You most certainly have made your point.
In terms of motorsport technology F1 has stagnated in the technology field.
Today F1 cars with their dependence on aerodynamics for performace in cornering and subsequent inability to overtake bear little resemblance to a true F1 car.
Having been an F1 fan through the glory years of the real innovators such as Colin Chapman,Ken Tyrrell todays F1 is predictable due to its processional racing.
Whether we like it or not, enviromental pressures will force these changes into all motorsport.
F1 should be leading the way by using all technology available to improve the spectacle of the racing and KERS has a leading role to play in all of these areas.

Petra L'ead

And yet, which is faster, the F1 car or the Porsche?

Having agreed with your initial point that F1 is a "spec" series I disagree that F1 does not have cutting edge technology.

There are still areas where F1 is way ahead of other forms of motor racing, in particular areodynamics, the black art of making the very air around the car work to improve lap times.

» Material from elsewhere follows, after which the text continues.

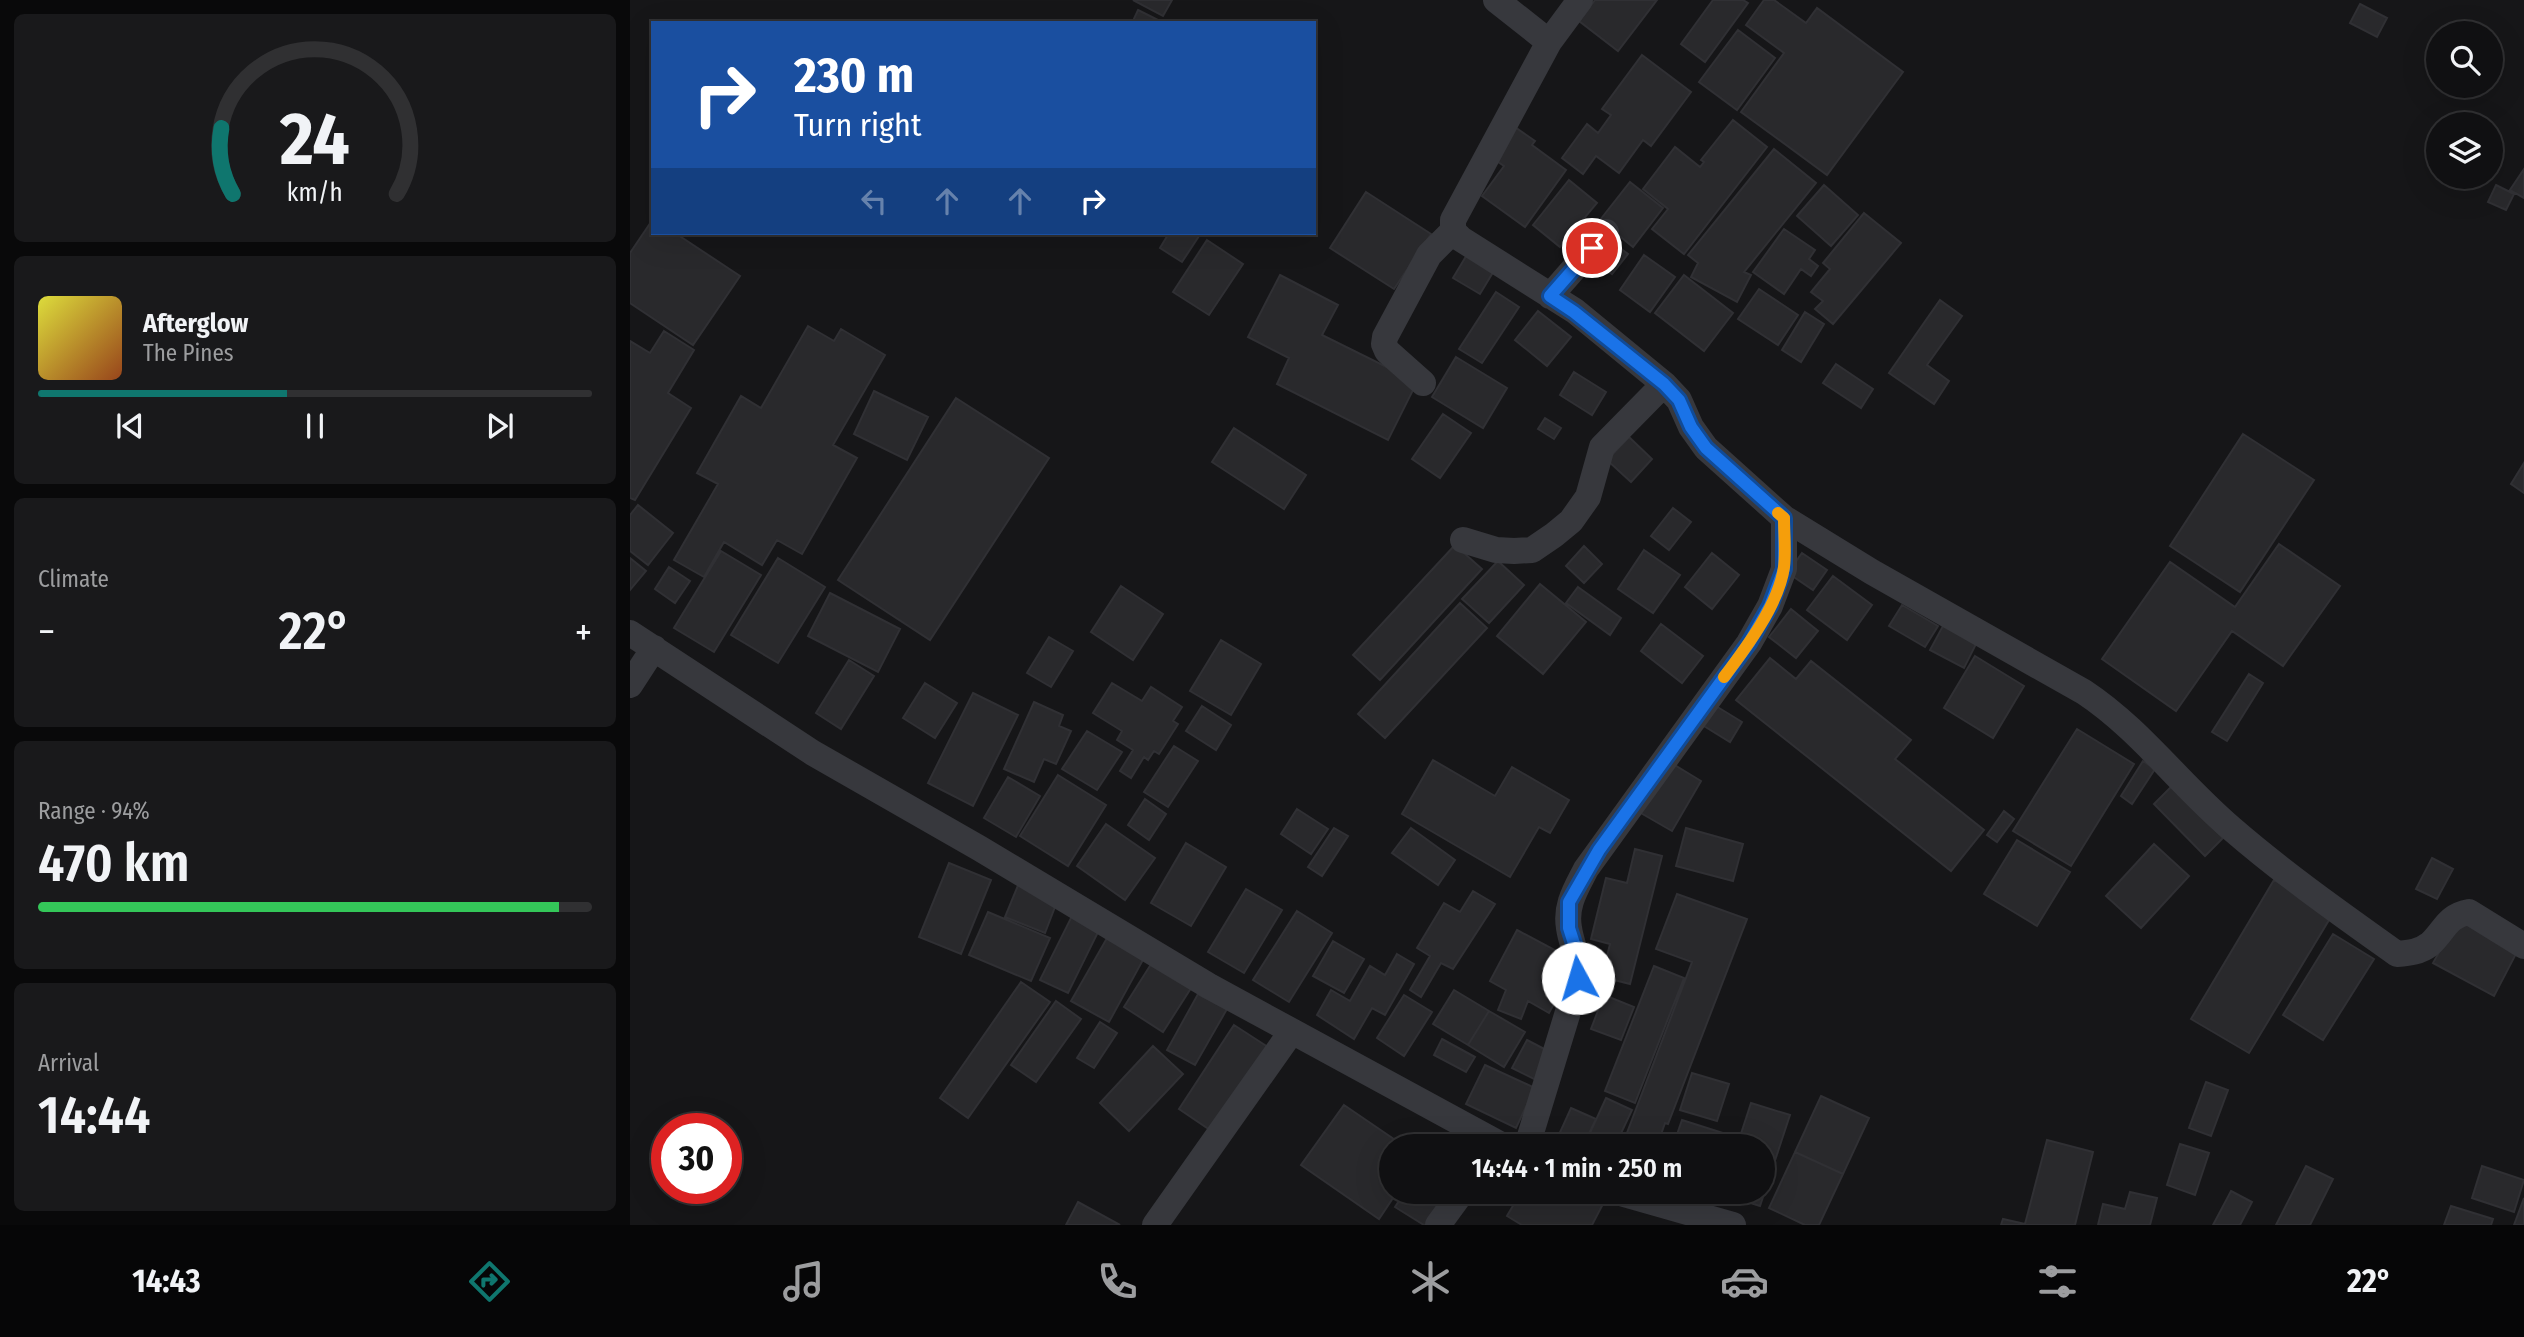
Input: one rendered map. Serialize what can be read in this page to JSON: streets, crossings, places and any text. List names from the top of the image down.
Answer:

I'm sure too that the level of engineering design in F1, even within the technological restrictions you mentioned, is beyond that of the Porsche. Think how much money the teams throw at refining each and every component to make them ever lighter, stronger, better performing and more reliable. I know it's not sexy and you can't see it but I believe that F1 is extremely innovative within the restrictions imposed upon the designers.

A lot of the other technologies you mentioned were in F1 ages ago and were banned because they were perceived to adversely affect the quality of the racing. (The cynic in me sometimes thinks they were removed because Williams were better at them than Ferrari or McLaren and because Williams have never been very politically astute, but let's not go there....)

F1 is often accused of not listening to the fans, yet a number of these technological limits were introduced with the intention of making the art of driving more import, which F1 fans felt was being marginalised by the technology.

Indeed Frank Williams famously suggested that he wasn't prepared to pay extravagant salaries to drivers because the money was better spent developing the car. Given that Damon Hill and Jacques Villeneuve are commonly considered to be the worst world champions ever on many motorsport forums (not my view btw) he was probably right.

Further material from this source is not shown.